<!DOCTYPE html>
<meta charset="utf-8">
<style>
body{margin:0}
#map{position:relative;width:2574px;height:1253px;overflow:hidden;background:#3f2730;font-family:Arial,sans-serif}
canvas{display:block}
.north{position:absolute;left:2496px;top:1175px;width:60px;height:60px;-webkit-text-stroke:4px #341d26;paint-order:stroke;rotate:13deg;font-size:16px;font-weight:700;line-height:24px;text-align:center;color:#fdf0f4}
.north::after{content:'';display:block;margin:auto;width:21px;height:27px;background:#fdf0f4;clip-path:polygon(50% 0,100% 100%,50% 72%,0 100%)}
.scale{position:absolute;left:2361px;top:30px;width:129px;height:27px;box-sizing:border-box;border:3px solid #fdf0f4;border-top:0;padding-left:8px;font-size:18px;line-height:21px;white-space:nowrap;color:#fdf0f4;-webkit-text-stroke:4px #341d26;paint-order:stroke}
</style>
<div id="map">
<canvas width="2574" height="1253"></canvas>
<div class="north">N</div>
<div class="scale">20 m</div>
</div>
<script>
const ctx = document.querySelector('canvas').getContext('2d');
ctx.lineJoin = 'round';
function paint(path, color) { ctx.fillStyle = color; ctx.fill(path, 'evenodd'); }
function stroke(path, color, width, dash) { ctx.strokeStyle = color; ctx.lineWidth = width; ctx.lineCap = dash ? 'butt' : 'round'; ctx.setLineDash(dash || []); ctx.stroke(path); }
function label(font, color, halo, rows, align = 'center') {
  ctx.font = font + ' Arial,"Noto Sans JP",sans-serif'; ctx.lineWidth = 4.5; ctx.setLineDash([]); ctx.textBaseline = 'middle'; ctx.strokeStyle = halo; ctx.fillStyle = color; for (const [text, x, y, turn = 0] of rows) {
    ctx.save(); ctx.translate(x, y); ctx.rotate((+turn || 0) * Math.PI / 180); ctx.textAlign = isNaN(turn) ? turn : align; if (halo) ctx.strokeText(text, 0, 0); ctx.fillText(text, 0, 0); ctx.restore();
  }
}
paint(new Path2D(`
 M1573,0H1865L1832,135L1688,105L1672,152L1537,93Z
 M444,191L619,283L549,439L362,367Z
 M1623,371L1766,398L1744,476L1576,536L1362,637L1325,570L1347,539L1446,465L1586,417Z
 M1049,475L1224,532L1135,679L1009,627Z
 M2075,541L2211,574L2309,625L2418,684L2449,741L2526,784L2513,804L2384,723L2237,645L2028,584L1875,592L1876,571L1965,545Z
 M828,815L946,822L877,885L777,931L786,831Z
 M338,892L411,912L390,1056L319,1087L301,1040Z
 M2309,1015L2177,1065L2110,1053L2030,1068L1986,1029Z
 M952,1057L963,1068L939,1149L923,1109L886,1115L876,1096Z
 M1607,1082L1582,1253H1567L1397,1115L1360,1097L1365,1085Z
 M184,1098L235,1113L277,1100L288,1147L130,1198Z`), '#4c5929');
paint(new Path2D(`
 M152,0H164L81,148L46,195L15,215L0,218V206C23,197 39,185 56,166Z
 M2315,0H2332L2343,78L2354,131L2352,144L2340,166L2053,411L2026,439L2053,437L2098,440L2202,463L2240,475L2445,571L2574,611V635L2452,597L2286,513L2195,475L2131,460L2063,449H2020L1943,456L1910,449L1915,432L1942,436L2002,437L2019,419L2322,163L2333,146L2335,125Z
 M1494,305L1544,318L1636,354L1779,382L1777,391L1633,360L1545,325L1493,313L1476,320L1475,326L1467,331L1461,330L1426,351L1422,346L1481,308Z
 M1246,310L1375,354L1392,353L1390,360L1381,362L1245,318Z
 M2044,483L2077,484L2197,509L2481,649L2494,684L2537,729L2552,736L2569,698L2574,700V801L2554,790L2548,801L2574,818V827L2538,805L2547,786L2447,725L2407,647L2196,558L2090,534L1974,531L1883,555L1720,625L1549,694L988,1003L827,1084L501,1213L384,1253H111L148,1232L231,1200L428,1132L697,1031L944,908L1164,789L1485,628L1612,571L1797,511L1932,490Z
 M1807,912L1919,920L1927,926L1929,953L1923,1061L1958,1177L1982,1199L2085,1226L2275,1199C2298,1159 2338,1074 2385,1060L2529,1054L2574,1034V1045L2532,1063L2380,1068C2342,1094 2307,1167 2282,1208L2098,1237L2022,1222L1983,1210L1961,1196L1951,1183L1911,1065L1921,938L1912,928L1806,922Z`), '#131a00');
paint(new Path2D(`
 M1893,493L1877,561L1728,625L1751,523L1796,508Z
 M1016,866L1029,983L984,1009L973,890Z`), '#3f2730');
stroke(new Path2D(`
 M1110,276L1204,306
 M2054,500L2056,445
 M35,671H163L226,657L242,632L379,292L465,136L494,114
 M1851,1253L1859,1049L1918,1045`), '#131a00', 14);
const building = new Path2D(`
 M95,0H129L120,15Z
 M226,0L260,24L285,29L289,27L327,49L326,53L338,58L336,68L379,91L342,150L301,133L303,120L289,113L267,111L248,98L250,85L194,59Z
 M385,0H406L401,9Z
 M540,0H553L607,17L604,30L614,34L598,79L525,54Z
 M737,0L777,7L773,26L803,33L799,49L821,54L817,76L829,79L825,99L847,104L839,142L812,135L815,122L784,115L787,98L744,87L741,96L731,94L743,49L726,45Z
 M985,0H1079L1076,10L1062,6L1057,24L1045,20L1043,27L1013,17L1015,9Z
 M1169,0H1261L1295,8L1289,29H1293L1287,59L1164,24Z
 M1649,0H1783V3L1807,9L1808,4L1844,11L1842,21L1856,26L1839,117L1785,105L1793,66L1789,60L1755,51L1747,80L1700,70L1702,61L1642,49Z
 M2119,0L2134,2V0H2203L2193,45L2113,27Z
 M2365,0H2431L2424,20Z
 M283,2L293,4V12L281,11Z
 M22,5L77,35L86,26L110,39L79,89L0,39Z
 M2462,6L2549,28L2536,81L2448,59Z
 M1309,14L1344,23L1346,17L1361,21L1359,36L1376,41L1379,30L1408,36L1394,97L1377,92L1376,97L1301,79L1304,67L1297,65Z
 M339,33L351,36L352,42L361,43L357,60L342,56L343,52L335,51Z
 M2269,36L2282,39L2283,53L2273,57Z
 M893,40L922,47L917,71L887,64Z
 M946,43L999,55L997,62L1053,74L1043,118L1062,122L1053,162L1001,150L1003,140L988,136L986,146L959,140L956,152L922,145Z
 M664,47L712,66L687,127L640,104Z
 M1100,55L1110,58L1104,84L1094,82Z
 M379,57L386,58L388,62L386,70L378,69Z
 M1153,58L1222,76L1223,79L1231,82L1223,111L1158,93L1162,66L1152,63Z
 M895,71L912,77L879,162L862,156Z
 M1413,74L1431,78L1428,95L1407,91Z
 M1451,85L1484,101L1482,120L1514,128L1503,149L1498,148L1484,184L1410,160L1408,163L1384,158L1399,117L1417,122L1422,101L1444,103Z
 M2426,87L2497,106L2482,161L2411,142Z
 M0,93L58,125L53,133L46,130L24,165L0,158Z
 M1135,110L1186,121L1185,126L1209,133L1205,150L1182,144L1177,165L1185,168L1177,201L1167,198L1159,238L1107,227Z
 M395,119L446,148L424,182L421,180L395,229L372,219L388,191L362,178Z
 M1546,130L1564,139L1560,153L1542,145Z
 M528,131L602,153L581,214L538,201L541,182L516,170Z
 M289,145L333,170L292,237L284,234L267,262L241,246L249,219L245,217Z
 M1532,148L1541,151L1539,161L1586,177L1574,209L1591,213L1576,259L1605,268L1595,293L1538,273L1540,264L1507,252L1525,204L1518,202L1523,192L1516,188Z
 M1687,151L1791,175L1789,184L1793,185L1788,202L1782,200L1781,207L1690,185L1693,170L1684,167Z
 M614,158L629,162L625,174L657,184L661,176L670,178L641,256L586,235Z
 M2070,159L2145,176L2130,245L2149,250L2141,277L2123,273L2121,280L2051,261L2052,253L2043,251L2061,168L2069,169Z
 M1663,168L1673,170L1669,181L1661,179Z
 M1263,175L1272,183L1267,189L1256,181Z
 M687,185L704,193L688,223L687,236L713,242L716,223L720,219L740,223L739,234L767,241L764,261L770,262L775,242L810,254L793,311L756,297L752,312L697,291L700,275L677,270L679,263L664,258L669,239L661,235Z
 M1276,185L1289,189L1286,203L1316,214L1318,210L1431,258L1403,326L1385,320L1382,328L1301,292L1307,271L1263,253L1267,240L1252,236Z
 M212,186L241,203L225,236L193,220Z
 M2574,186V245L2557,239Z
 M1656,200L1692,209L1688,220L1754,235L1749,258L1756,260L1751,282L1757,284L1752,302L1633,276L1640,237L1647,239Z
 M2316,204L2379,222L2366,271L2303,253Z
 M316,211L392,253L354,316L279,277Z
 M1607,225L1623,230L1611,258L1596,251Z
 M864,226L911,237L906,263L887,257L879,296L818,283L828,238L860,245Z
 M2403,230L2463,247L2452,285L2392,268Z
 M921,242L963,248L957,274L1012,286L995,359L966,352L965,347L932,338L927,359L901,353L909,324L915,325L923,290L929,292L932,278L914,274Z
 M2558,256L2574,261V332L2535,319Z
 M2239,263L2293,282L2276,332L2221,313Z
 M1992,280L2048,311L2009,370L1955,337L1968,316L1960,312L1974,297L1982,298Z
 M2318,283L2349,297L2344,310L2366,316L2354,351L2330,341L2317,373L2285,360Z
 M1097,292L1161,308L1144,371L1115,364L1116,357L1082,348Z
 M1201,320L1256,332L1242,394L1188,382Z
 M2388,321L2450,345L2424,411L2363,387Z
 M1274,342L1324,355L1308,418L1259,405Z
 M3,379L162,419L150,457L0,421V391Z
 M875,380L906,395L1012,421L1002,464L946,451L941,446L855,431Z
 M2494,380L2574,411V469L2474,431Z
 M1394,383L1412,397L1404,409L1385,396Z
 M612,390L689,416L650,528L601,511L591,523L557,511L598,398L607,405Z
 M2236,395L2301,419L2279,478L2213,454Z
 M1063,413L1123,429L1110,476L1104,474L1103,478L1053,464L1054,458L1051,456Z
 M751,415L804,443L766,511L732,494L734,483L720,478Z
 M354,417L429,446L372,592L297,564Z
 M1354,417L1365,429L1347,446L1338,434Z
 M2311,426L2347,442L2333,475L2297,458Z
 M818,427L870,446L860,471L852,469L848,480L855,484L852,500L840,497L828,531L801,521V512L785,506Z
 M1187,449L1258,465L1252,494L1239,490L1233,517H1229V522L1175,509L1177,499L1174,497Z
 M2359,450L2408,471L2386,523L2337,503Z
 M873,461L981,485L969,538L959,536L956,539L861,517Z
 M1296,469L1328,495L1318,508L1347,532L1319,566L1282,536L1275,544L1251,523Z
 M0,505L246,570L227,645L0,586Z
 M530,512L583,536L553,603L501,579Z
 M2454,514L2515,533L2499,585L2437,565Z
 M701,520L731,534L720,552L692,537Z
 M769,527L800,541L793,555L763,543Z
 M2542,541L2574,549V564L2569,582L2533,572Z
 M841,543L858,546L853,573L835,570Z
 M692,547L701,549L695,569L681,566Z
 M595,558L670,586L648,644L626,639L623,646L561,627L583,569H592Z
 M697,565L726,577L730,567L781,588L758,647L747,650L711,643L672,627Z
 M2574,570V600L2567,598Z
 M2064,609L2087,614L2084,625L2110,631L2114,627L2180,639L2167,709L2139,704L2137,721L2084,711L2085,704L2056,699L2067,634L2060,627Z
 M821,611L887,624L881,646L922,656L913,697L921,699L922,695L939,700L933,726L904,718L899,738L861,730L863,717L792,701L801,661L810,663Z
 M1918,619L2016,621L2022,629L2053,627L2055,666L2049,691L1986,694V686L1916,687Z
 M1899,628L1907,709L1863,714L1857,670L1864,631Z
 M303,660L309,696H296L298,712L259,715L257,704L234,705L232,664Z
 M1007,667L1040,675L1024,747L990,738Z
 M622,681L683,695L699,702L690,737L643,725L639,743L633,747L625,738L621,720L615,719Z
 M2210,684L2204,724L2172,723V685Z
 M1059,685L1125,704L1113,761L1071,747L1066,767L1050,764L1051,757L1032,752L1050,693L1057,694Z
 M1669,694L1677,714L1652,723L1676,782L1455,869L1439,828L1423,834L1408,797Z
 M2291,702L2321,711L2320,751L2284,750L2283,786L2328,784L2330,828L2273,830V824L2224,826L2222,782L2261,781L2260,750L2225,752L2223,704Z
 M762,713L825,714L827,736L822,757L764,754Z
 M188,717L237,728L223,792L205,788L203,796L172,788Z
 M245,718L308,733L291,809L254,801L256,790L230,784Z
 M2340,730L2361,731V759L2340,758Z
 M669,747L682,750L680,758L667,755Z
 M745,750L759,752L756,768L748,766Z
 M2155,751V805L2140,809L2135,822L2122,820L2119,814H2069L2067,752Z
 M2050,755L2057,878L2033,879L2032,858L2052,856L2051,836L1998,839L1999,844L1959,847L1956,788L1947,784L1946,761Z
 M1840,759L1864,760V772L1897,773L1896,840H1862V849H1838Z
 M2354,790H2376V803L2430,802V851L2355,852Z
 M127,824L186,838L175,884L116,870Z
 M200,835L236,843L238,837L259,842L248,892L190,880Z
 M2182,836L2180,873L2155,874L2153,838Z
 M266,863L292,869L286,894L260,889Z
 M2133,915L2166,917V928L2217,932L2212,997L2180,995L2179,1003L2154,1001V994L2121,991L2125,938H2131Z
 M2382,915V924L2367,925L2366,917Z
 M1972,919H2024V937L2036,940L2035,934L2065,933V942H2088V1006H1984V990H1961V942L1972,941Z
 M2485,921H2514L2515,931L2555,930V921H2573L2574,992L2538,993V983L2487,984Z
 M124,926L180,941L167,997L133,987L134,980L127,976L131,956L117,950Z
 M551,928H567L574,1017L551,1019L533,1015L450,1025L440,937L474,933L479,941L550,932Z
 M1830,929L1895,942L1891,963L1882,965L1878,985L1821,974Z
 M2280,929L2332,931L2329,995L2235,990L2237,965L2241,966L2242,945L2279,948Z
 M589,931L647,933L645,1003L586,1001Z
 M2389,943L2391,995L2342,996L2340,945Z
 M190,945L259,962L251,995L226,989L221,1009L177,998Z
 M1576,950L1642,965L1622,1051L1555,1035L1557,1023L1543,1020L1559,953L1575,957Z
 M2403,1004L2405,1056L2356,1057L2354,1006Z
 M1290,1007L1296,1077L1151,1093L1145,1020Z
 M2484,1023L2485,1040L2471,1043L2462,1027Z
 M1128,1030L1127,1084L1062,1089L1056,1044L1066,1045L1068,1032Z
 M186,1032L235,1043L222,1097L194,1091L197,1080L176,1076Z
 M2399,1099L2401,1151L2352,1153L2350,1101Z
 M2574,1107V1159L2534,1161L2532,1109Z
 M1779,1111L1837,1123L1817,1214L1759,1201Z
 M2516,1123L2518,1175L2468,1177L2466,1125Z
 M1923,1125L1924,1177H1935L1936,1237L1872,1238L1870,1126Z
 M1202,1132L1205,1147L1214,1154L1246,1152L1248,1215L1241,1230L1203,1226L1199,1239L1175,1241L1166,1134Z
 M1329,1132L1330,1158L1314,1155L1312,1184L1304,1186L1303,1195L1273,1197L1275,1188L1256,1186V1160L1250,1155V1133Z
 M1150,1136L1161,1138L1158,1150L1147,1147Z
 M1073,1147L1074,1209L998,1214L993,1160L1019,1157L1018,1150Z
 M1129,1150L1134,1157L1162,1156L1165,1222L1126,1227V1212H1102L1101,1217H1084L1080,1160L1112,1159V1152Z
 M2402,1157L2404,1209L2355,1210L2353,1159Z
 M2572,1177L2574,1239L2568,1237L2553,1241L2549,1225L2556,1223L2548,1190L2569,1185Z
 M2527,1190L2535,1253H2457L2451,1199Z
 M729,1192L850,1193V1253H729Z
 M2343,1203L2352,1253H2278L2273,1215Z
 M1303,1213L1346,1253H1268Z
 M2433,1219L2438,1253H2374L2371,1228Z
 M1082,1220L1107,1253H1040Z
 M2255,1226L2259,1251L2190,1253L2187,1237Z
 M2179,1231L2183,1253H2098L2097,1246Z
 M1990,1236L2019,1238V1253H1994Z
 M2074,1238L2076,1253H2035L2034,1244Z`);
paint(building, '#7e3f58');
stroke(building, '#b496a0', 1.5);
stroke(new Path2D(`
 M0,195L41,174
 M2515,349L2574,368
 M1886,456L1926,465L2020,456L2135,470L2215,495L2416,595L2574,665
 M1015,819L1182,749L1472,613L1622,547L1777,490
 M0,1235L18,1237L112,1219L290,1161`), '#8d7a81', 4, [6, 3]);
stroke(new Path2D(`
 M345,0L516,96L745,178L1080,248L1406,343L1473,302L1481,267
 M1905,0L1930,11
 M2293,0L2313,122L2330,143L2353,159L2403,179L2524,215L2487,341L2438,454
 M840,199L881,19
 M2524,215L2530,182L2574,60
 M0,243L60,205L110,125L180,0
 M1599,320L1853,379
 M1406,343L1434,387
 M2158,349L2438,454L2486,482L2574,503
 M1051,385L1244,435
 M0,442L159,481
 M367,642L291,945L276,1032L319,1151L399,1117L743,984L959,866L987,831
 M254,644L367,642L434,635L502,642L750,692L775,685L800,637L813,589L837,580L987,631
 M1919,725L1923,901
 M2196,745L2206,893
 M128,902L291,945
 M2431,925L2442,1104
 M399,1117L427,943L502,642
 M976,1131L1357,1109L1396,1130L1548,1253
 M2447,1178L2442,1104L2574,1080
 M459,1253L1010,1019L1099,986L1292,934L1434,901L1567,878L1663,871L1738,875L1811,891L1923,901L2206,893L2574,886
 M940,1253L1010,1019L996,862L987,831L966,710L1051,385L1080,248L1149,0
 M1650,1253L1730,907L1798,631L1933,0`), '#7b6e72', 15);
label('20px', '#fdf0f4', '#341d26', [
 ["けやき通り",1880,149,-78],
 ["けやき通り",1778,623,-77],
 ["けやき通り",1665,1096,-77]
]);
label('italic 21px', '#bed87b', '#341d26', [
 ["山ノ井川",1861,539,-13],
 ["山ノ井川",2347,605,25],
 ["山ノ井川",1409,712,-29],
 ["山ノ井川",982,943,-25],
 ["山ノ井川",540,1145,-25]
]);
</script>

Problem to work on:
In the listing above, show every line with the word "turn".

Solved problem:
  ctx.font = font + ' Arial,"Noto Sans JP",sans-serif'; ctx.lineWidth = 4.5; ctx.setLineDash([]); ctx.textBaseline = 'middle'; ctx.strokeStyle = halo; ctx.fillStyle = color; for (const [text, x, y, turn = 0] of rows) {
    ctx.save(); ctx.translate(x, y); ctx.rotate((+turn || 0) * Math.PI / 180); ctx.textAlign = isNaN(turn) ? turn : align; if (halo) ctx.strokeText(text, 0, 0); ctx.fillText(text, 0, 0); ctx.restore();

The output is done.